### TASK PROMPT
Locate the lines of the listing below that hold "Keep", then copy each of them.

### DATA SHOWN
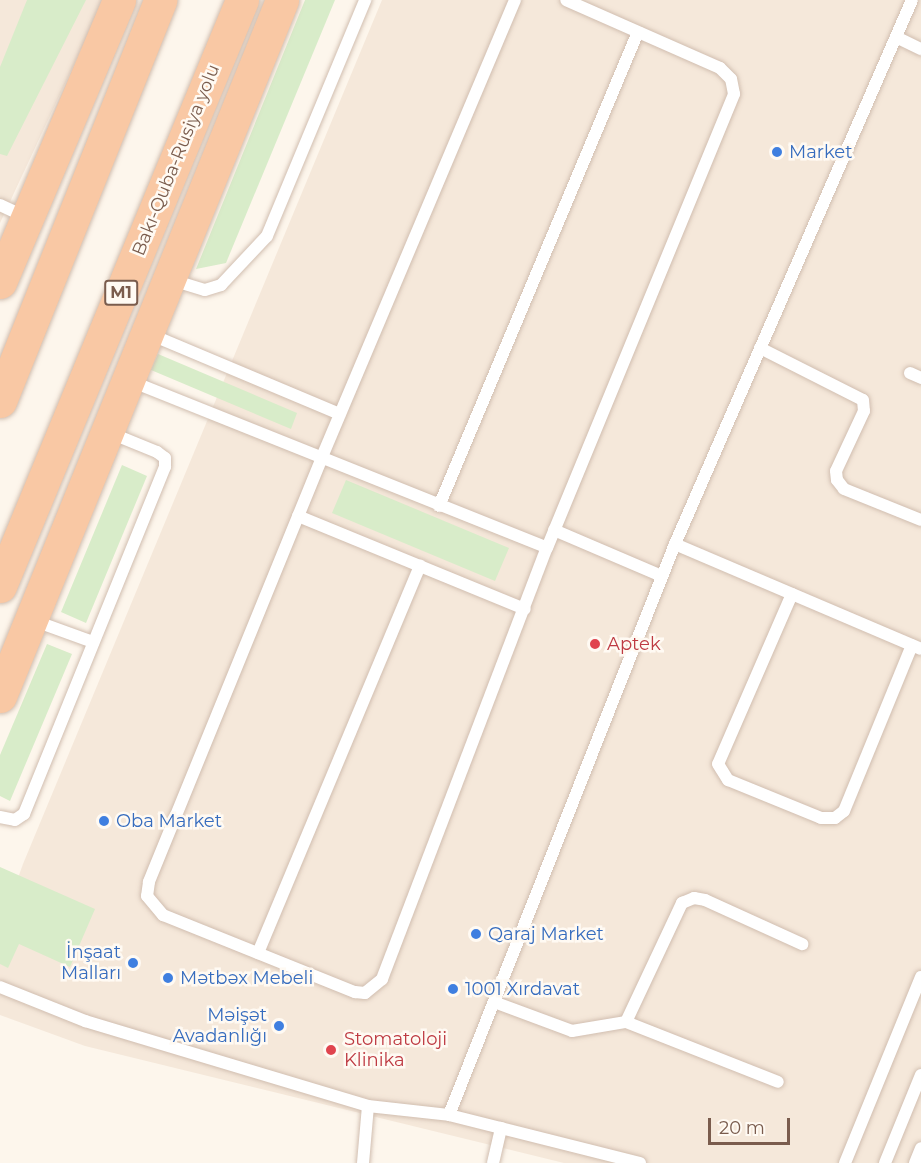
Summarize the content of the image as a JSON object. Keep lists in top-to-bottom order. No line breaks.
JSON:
{"streets":{"highway":["Bakı-Quba-Rusiya yolu","M1"]},"places":["Market","Aptek","Oba Market","Qaraj Market","İnşaat Malları","Mətbəx Mebeli","1001 Xırdavat","Məişət Avadanlığı","Stomatoloji Klinika"],"scale_bar":"20 m"}
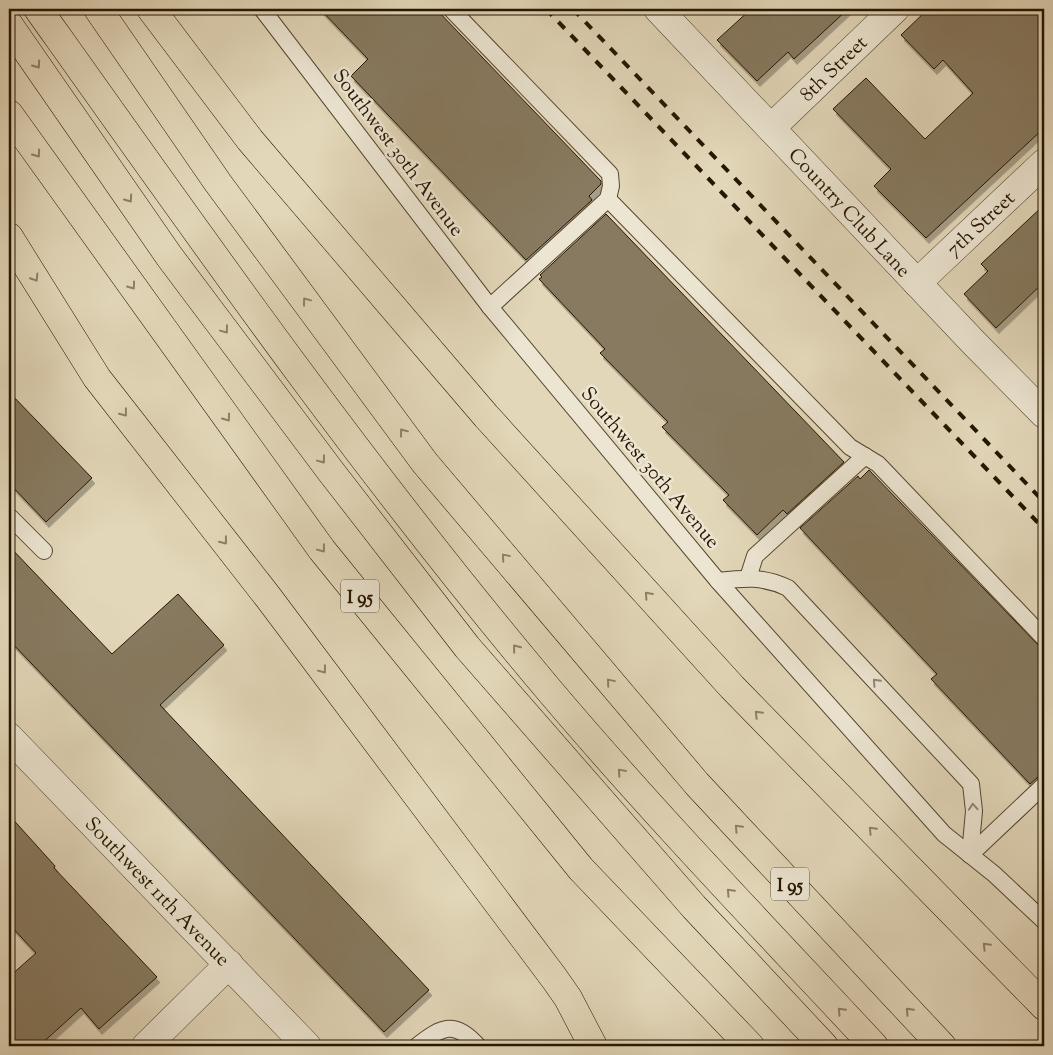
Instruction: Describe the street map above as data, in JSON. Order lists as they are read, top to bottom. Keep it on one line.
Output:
{"streets":{"highway":["I 95"],"street":["8th Street","Country Club Lane","7th Street","Southwest 11th Avenue"],"lane":["Southwest 30th Avenue"]},"crossings":[["8th Street","Country Club Lane"],["Country Club Lane","7th Street"]]}
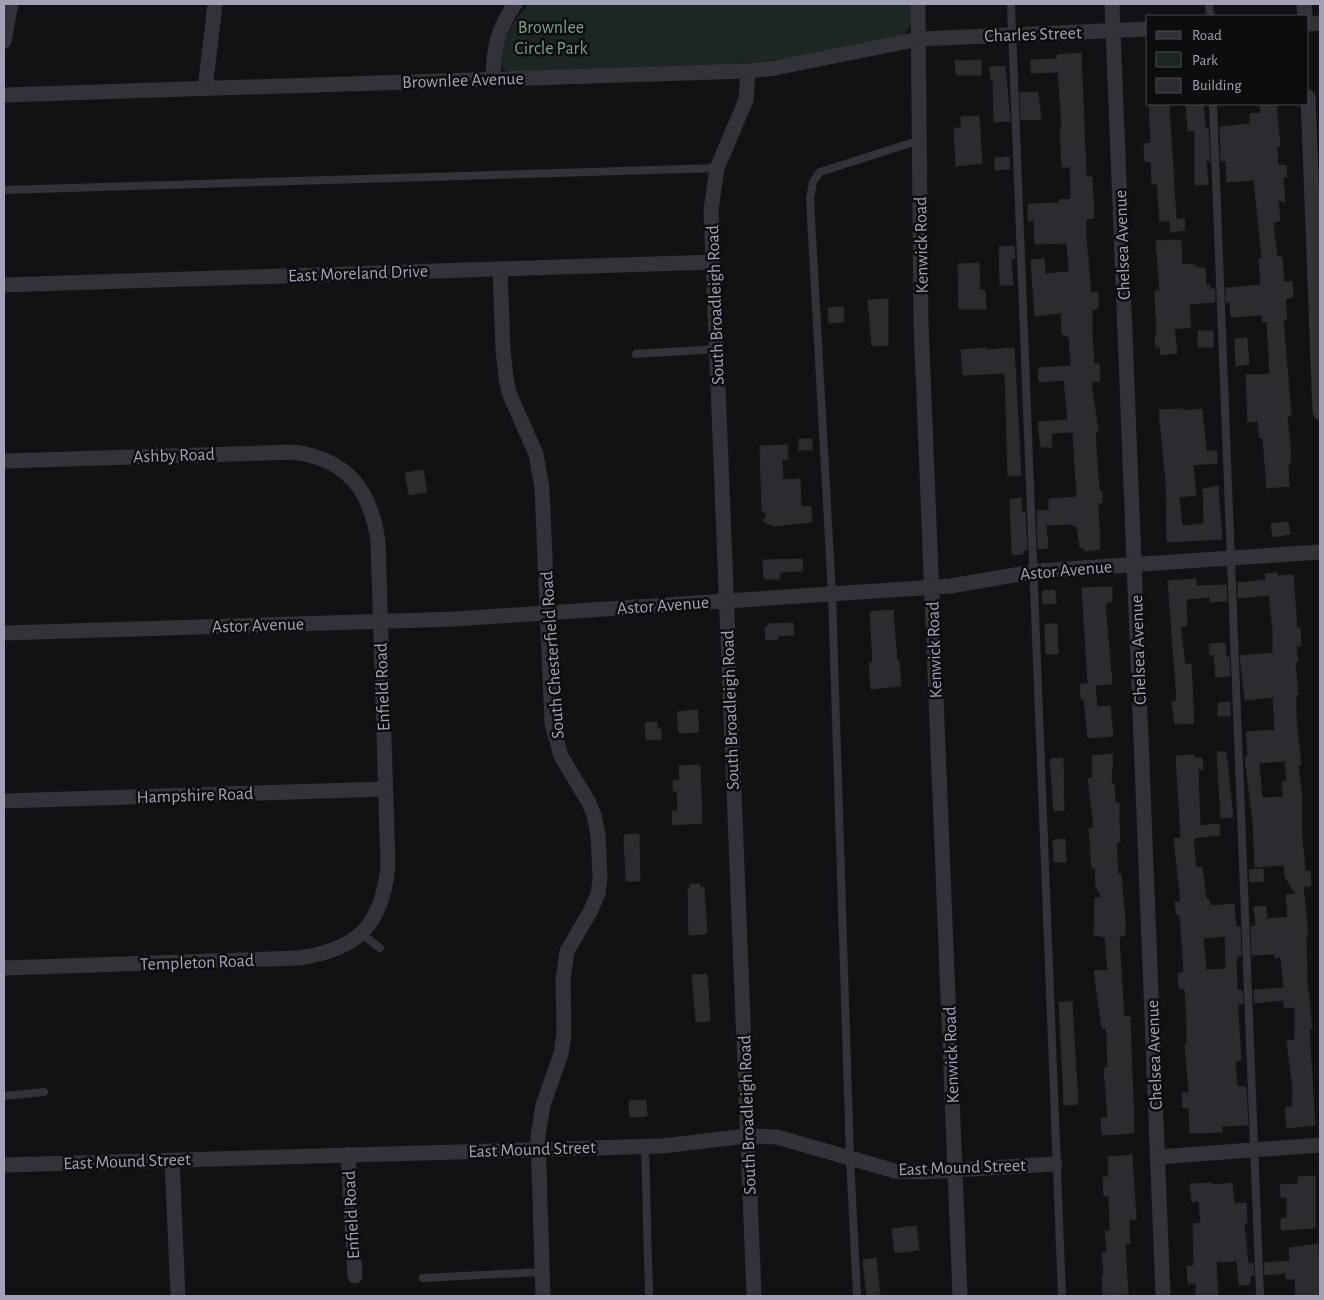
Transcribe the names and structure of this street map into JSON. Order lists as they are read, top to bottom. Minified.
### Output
{"streets":{"street":["Charles Street","Brownlee Avenue","Kenwick Road","Chelsea Avenue","East Moreland Drive","South Broadleigh Road","Ashby Road","Astor Avenue","South Chesterfield Road","Enfield Road","Hampshire Road","Templeton Road","East Mound Street"]},"crossings":[["Charles Street","Brownlee Avenue"],["Charles Street","Kenwick Road"],["Charles Street","Chelsea Avenue"],["Brownlee Avenue","Kenwick Road"],["Brownlee Avenue","South Broadleigh Road"],["Kenwick Road","Astor Avenue"],["Kenwick Road","East Mound Street"],["Chelsea Avenue","Astor Avenue"],["East Moreland Drive","South Broadleigh Road"],["East Moreland Drive","South Chesterfield Road"],["South Broadleigh Road","Astor Avenue"],["South Broadleigh Road","East Mound Street"],["Ashby Road","Enfield Road"],["Astor Avenue","South Chesterfield Road"],["Astor Avenue","Enfield Road"],["South Chesterfield Road","East Mound Street"],["Enfield Road","Hampshire Road"],["Enfield Road","Templeton Road"],["Enfield Road","East Mound Street"]],"parks":["Brownlee Circle Park"],"legend":["Road","Park","Building"]}
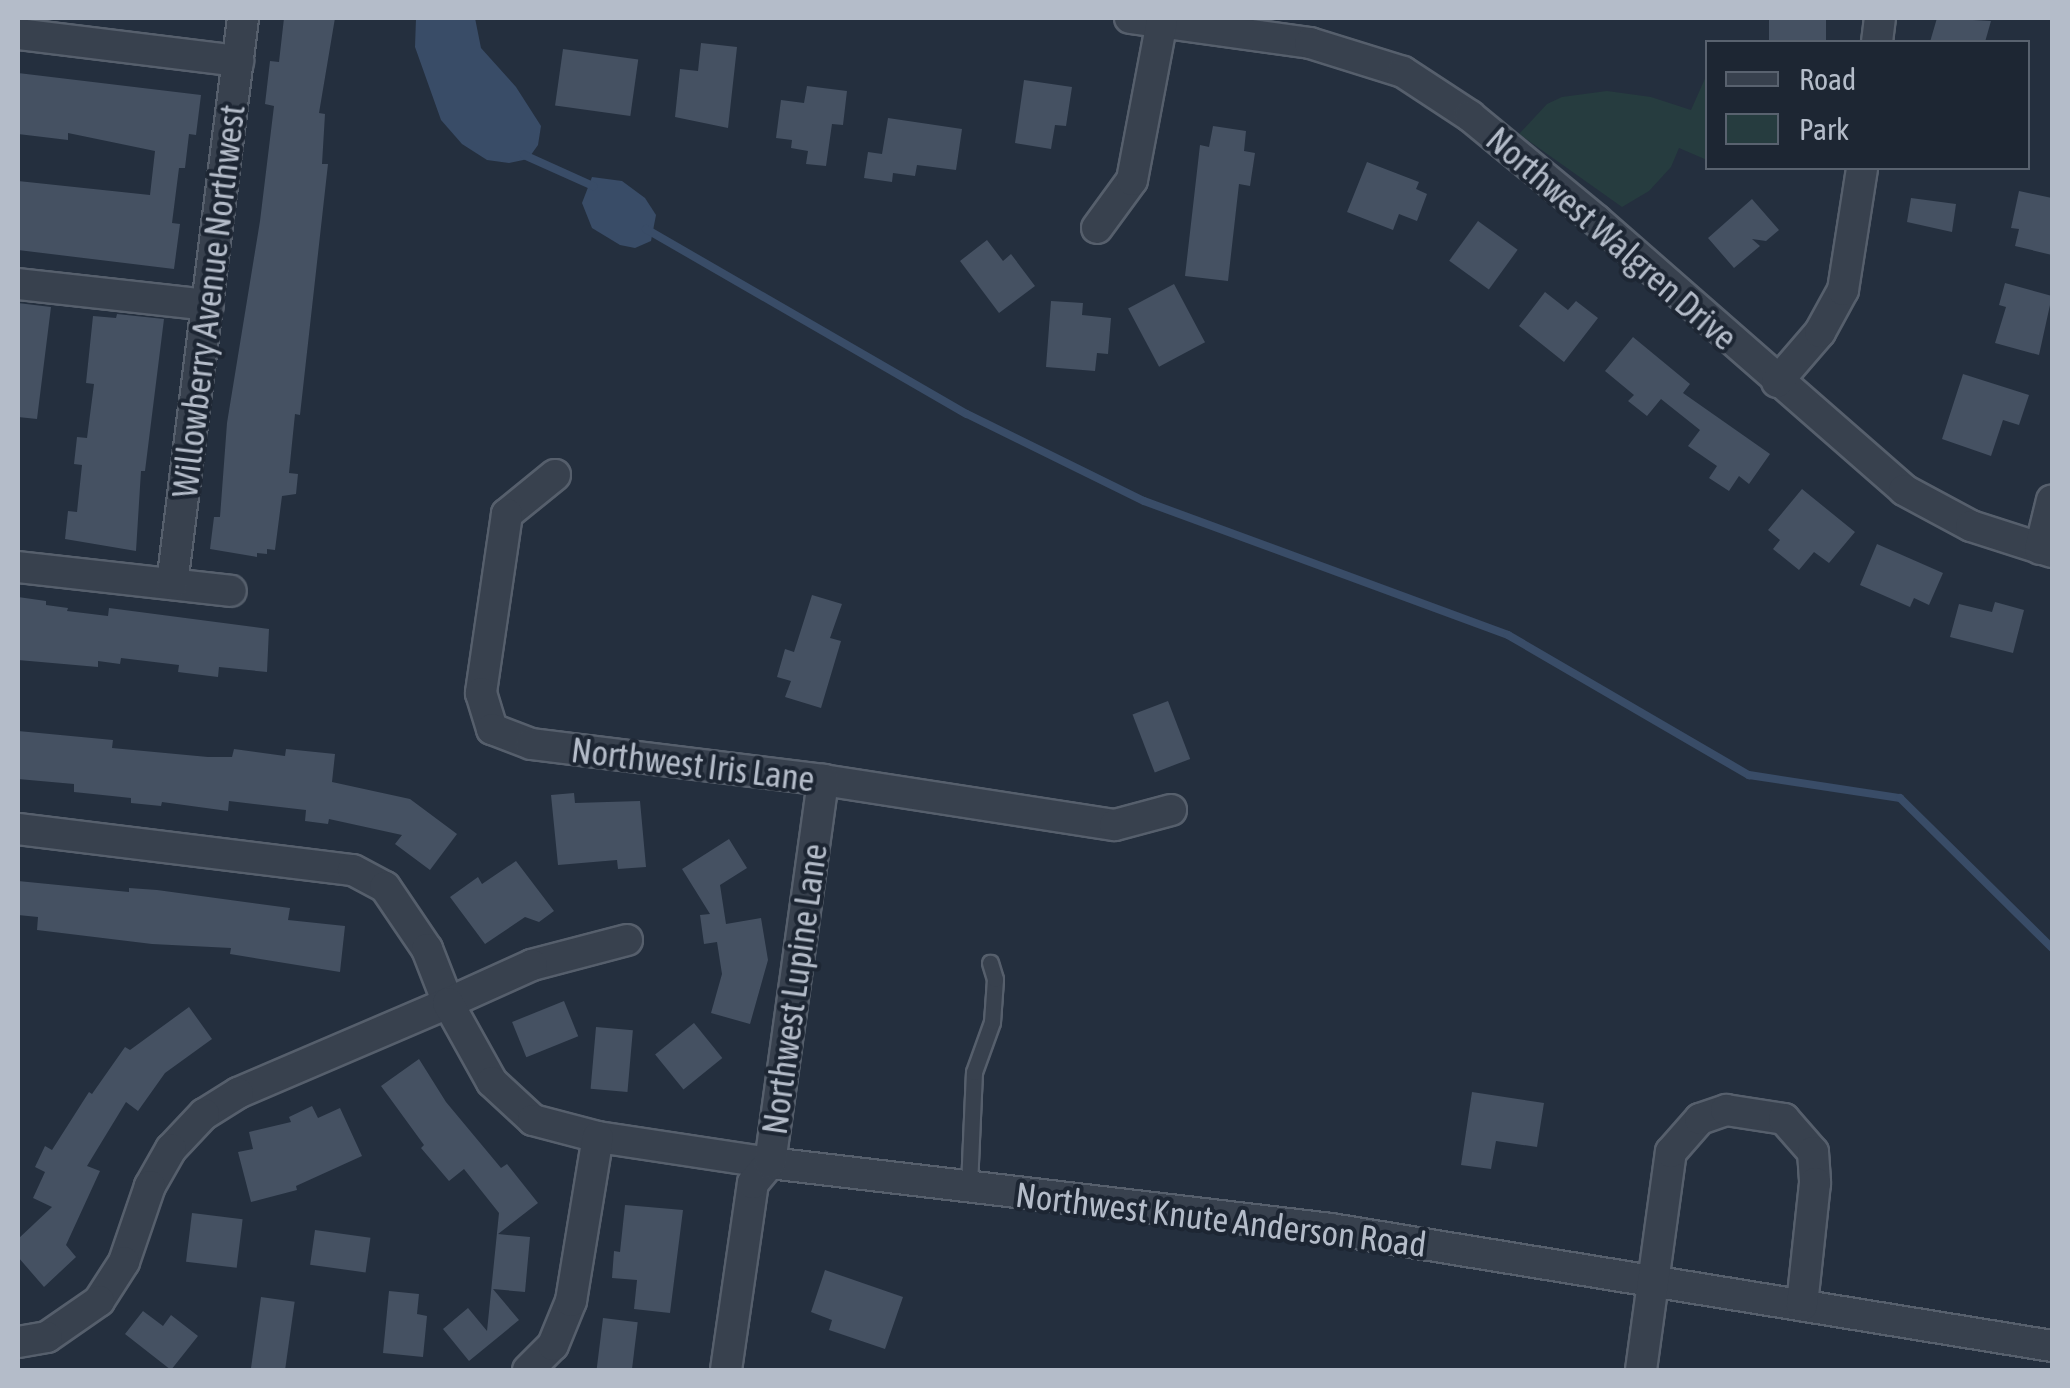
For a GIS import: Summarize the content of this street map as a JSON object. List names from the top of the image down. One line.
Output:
{"streets":{"street":["Northwest Walgren Drive","Willowberry Avenue Northwest","Northwest Iris Lane","Northwest Lupine Lane","Northwest Knute Anderson Road"]},"crossings":[["Northwest Iris Lane","Northwest Lupine Lane"],["Northwest Lupine Lane","Northwest Knute Anderson Road"]],"legend":["Road","Park"]}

### ANSWER SPACE
Summarize the content of the image as a JSON object. Keep lists in top-to-bottom order. No line breaks.
Instruction: Describe the street map above as data, in JSON. Order lists as they are read, top to bottom. Keep it on one line.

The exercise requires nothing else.